À peine nommée, Betsy DeVos a prouvé qu’elle était capable de faire preuve d’auto-dérision. Lors de son premier discours, elle a en effet déclaré:
For me personally, this confirmation process and the drama it engendered has been a bit of a bear. (Pour moi, ce processus de confirmation et le drame qu’il a engendré ont été un peu difficiles)
En anglais, a bear = un ours et l’adjectif bear = difficile. Joli jeu de mots. DeVos faisait évidemment référence à sa mention de l’utilité de détenir des armes dans certaines écoles pour se protéger en cas d’attaque de grizzly.

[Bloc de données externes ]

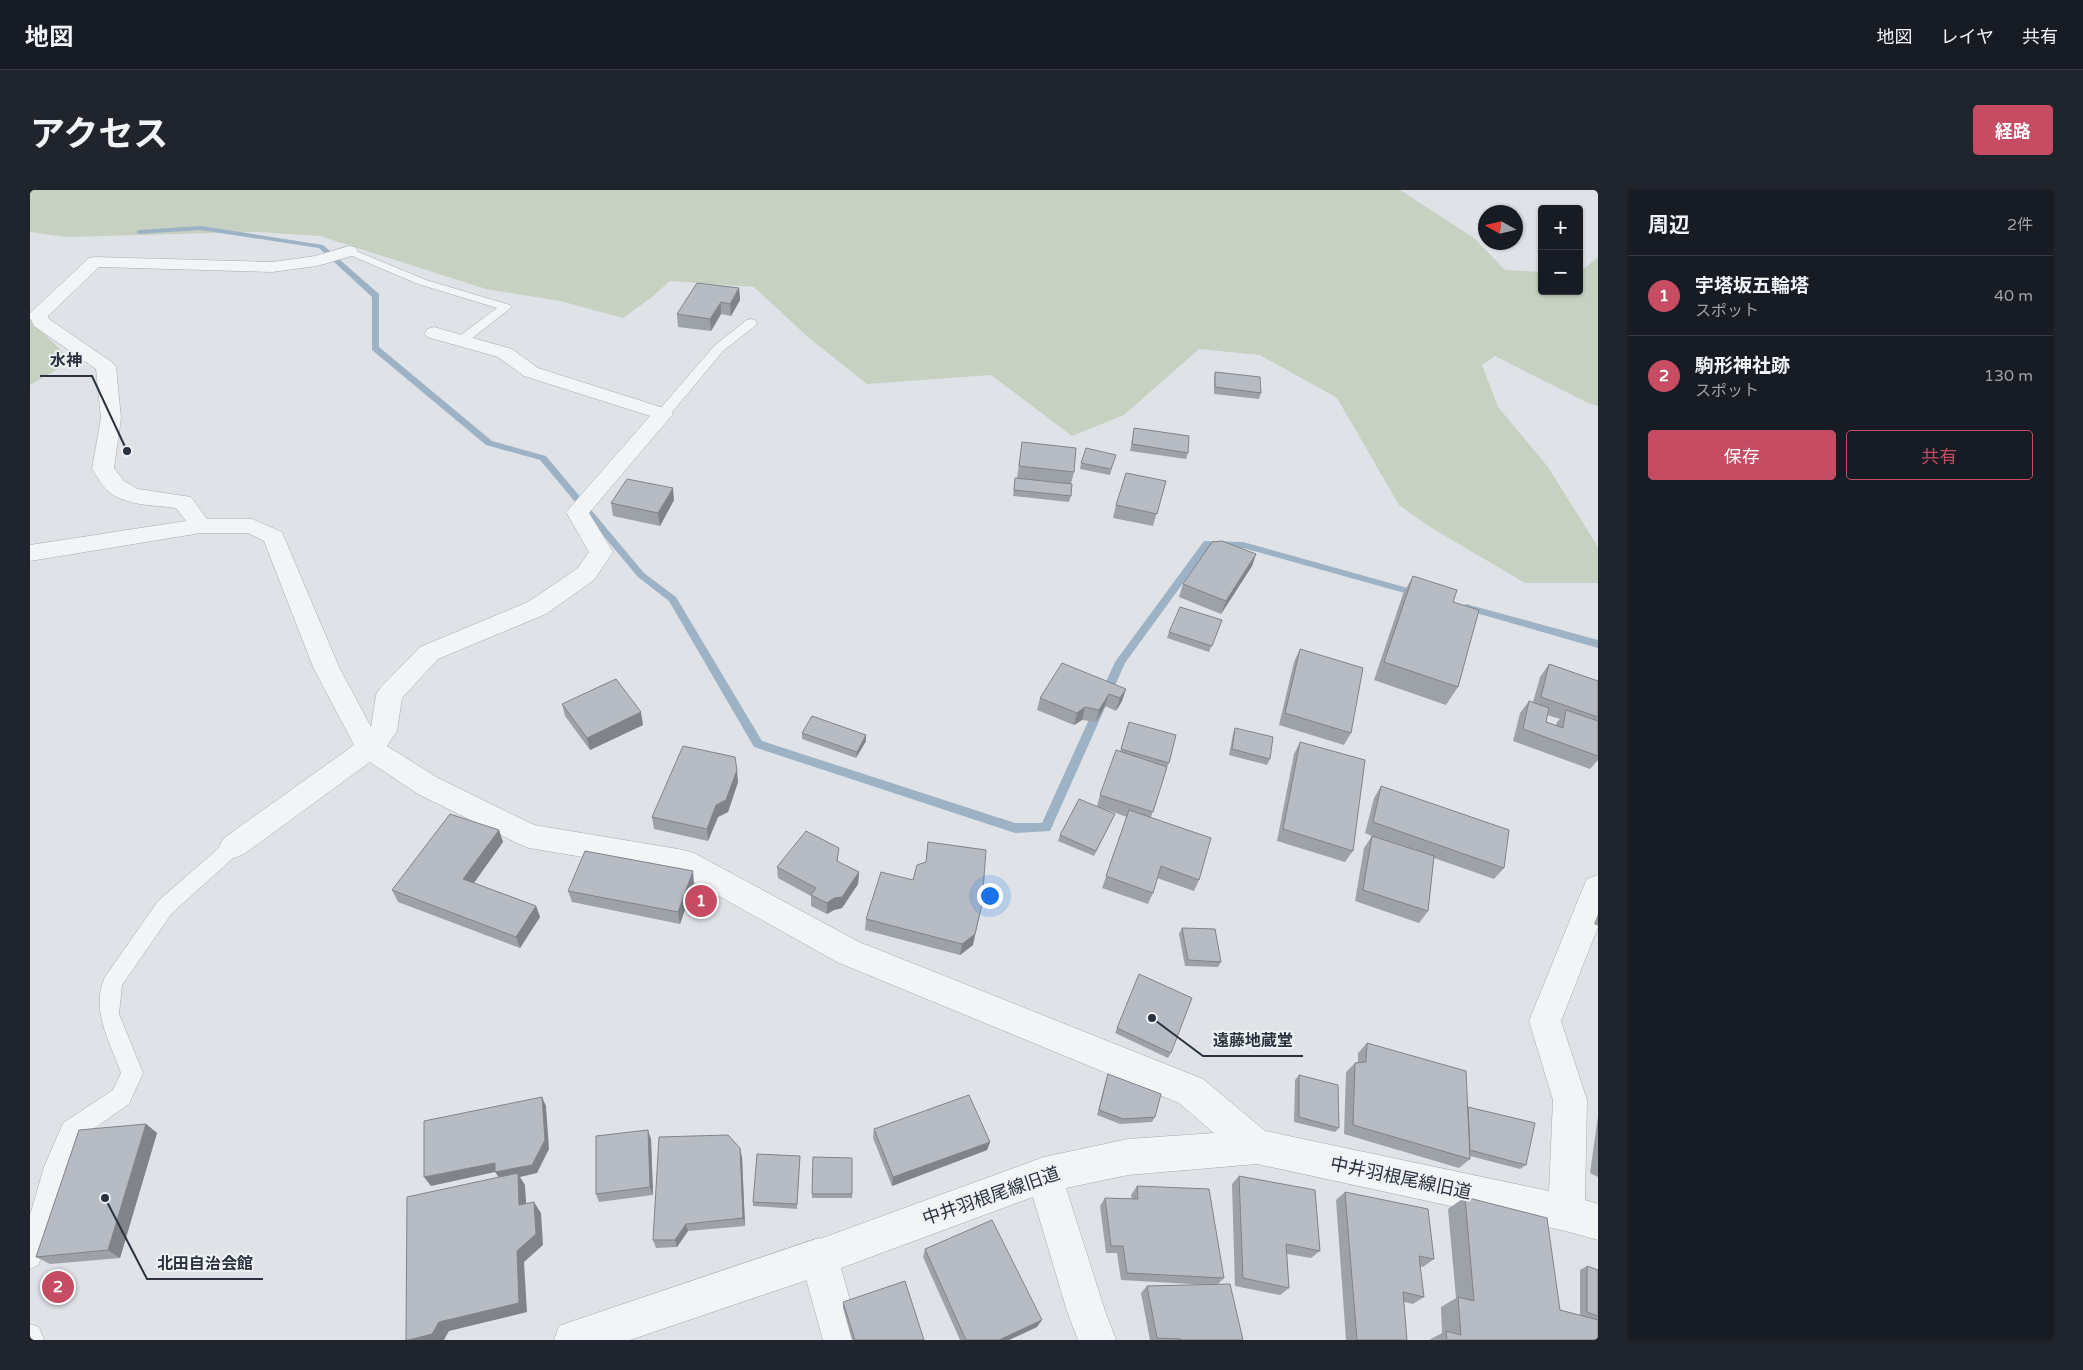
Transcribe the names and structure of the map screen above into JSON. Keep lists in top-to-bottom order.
{
  "streets": {
    "street": ["中井羽根尾線旧道"]
  },
  "places": ["水神", "遠藤地蔵堂", "北田自治会館"],
  "north": "left",
  "page": {
    "header": "地図",
    "nav": ["地図", "レイヤ", "共有"],
    "title": "アクセス",
    "buttons": [
      "経路",
      ["保存", "共有"]
    ],
    "heading": ["周辺", "2件"],
    "map_buttons": ["+", "−"],
    "list": [
      {
        "mark": "1",
        "name": "宇塔坂五輪塔",
        "note": "スポット",
        "value": "40 m"
      },
      {
        "mark": "2",
        "name": "駒形神社跡",
        "note": "スポット",
        "value": "130 m"
      }
    ],
    "pins": ["1", "2"]
  }
}
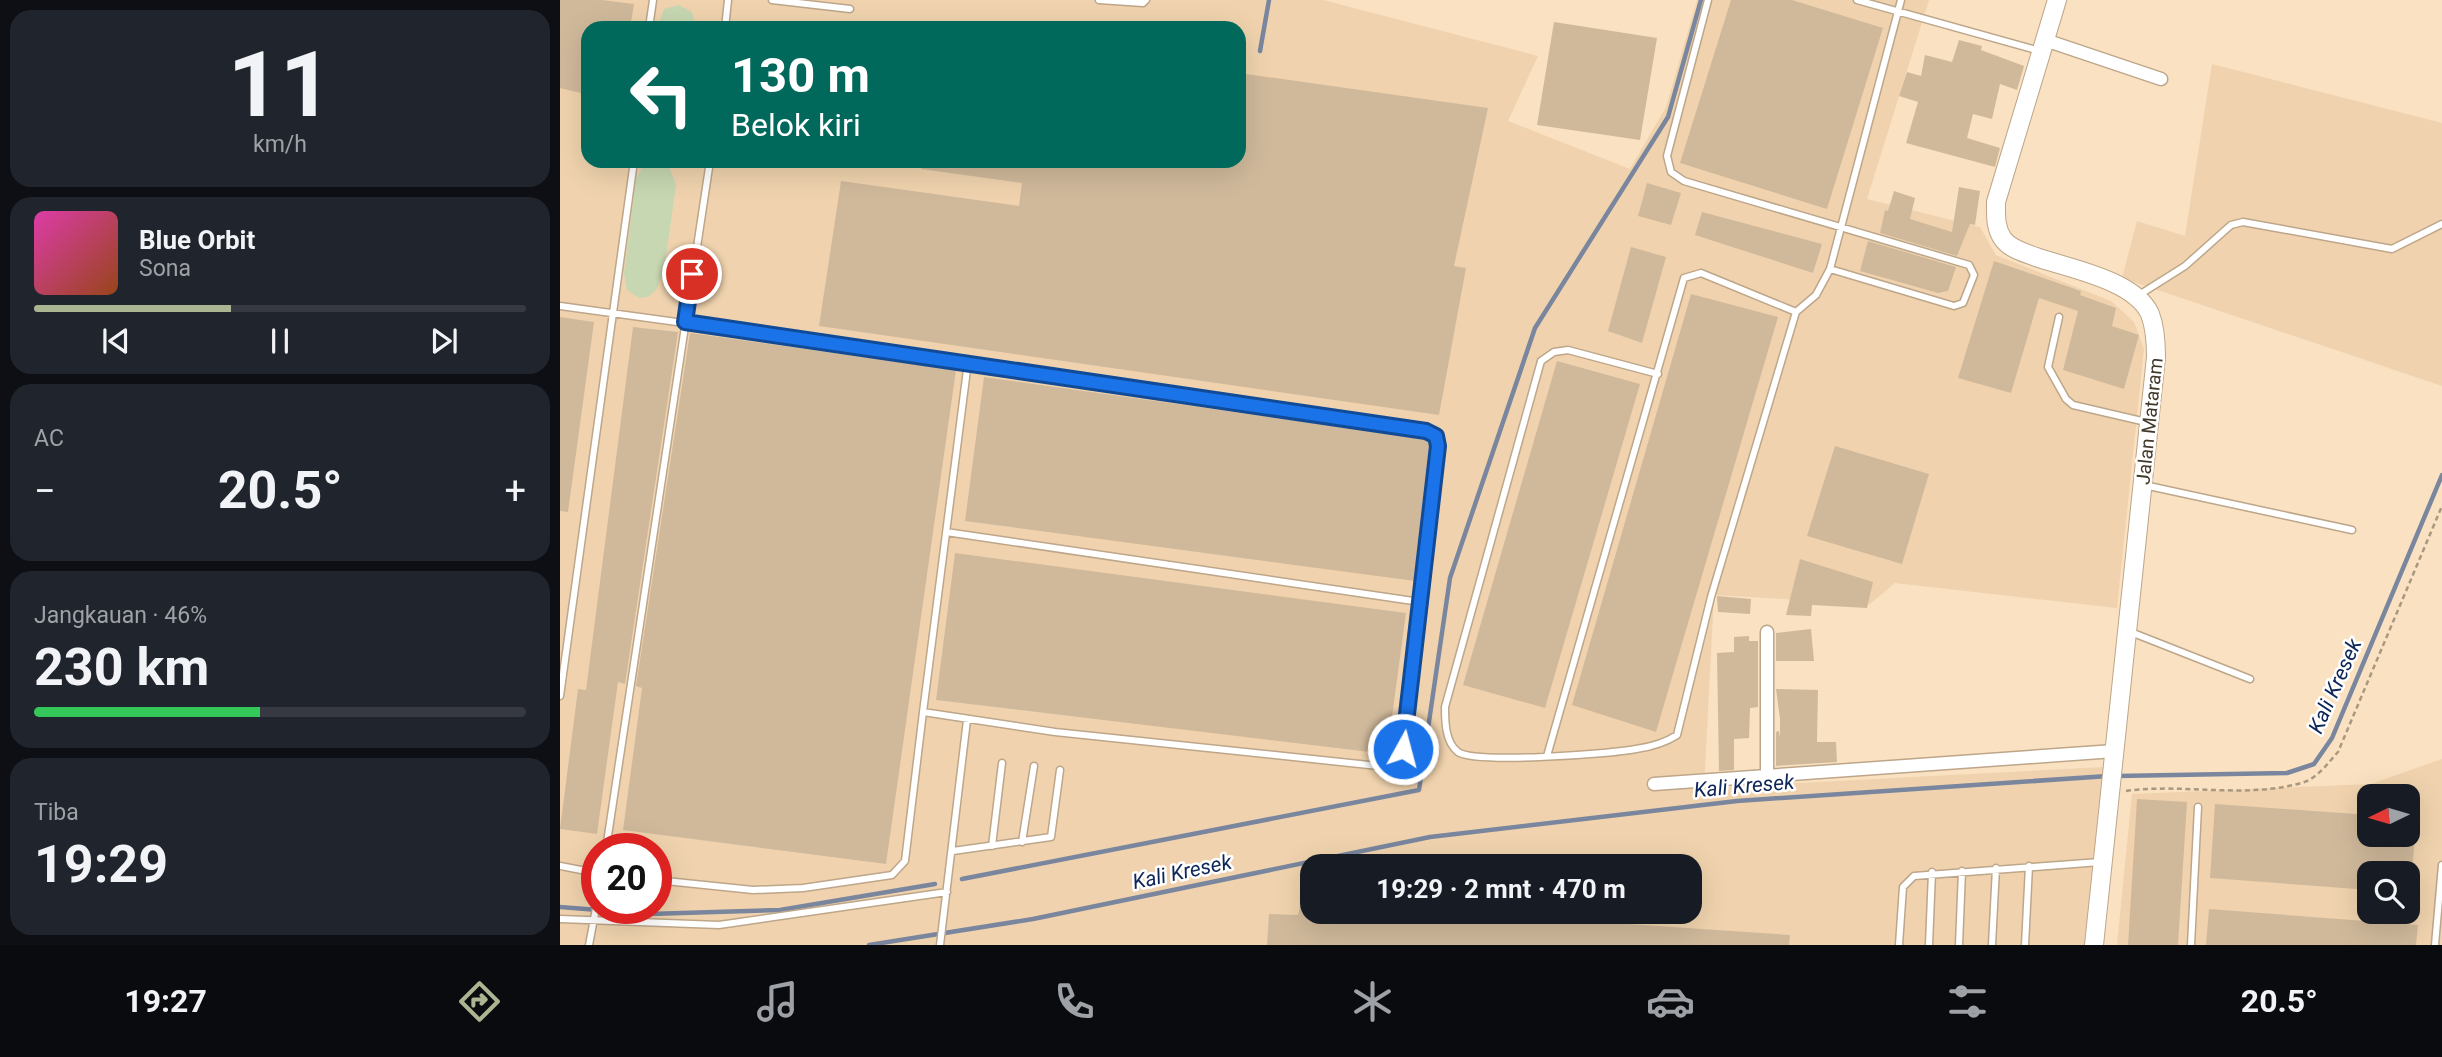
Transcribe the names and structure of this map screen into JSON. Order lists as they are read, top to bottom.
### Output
{
  "streets": {
    "main road": ["Jalan Mataram"]
  },
  "water": ["Kali Kresek"],
  "north": "left",
  "page": {
    "tile": [
      ["11", "km/h"],
      "AC",
      ["Jangkauan · 46%", "230 km"],
      ["Tiba", "19:29"]
    ],
    "turn": ["130 m", "Belok kiri"],
    "song": ["Blue Orbit", "Sona"],
    "heat": ["−", "20.5°", "+"],
    "limit": "20",
    "trip": "19:29 · 2 mnt · 470 m",
    "tabs": ["19:27", "20.5°"]
  }
}
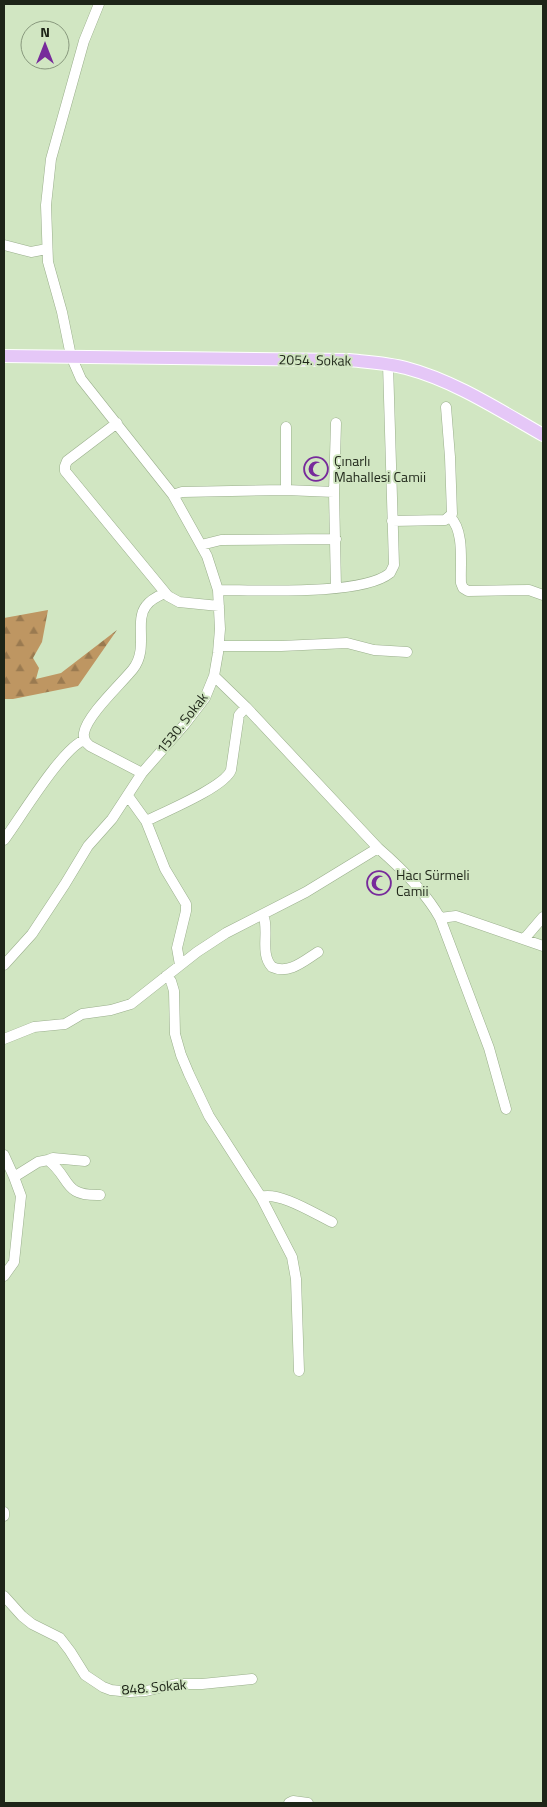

Un commentaire qui avait suscité la controverse.
DeVos a également tenté de rassurer tout le monde.
Please know I’m a door-open type of person. (Sachez que je suis une personne ouverte à la discussion)
Elle n’a semble-t-il pas convaincu tout le monde puisque des manifestants ont bloqué l’entrée d’une école publique qu’elle devait visiter. Lorsqu’elle est arrivée sur place, ils lui ont barré la route. Elle a été contrainte de retourner à son véhicule sous les huées. Plus tard, elle a finalement réussi à rentrer dans l’école par une autre porte.
- Tom Price
Enfin, le Sénat a également voté en faveur de la nomination de Tom Price. Le nouveau Ministre de la Santé va pouvoir s’atteler à la fameuse réforme de l’Obamacare.
LA FEMME DE LA SEMAINE
Elizabeth Warren, sénatrice démocrate du Massachusetts, sanctionnée pour avoir enfreint la règle 19 (Rule XIX) du règlement du Sénat. Explications.
Nous sommes au Sénat, en plein cœur du débat autour de la confirmation controversée de Jeff Sessions au poste d’Attorney General. Elizabeth Warren prononce un discours dans lequel elle explique, comme bon nombre de ses collègues démocrates avant elle, pourquoi elle refuse de voter en faveur de Sessions. Pour appuyer son propos, elle lit d’abord une lettre rédigée par l’ex-sénateur Edward Kennedy en 1986. Il s’y opposait alors à la nomination de Sessions à un poste de juge fédéral* et le qualifiait notamment de « déshonneur pour le Département de la Justice ».
*Rappel: En 1986, Jeff Sessions avait été nommé à un poste de juge fédéral par le président Reagan, mais sa nomination avait été rejetée par le Sénat en raison des témoignages de plusieurs de ses anciens collègues. Ceux-ci l’accusaient d’avoir tenu des propos racistes et/ou complaisants à l’encontre du Ku Klux Klan. Sessions a toujours nié avoir tenu ces propos. Plus tard, il a été élu au poste de sénateur de l’Alabama.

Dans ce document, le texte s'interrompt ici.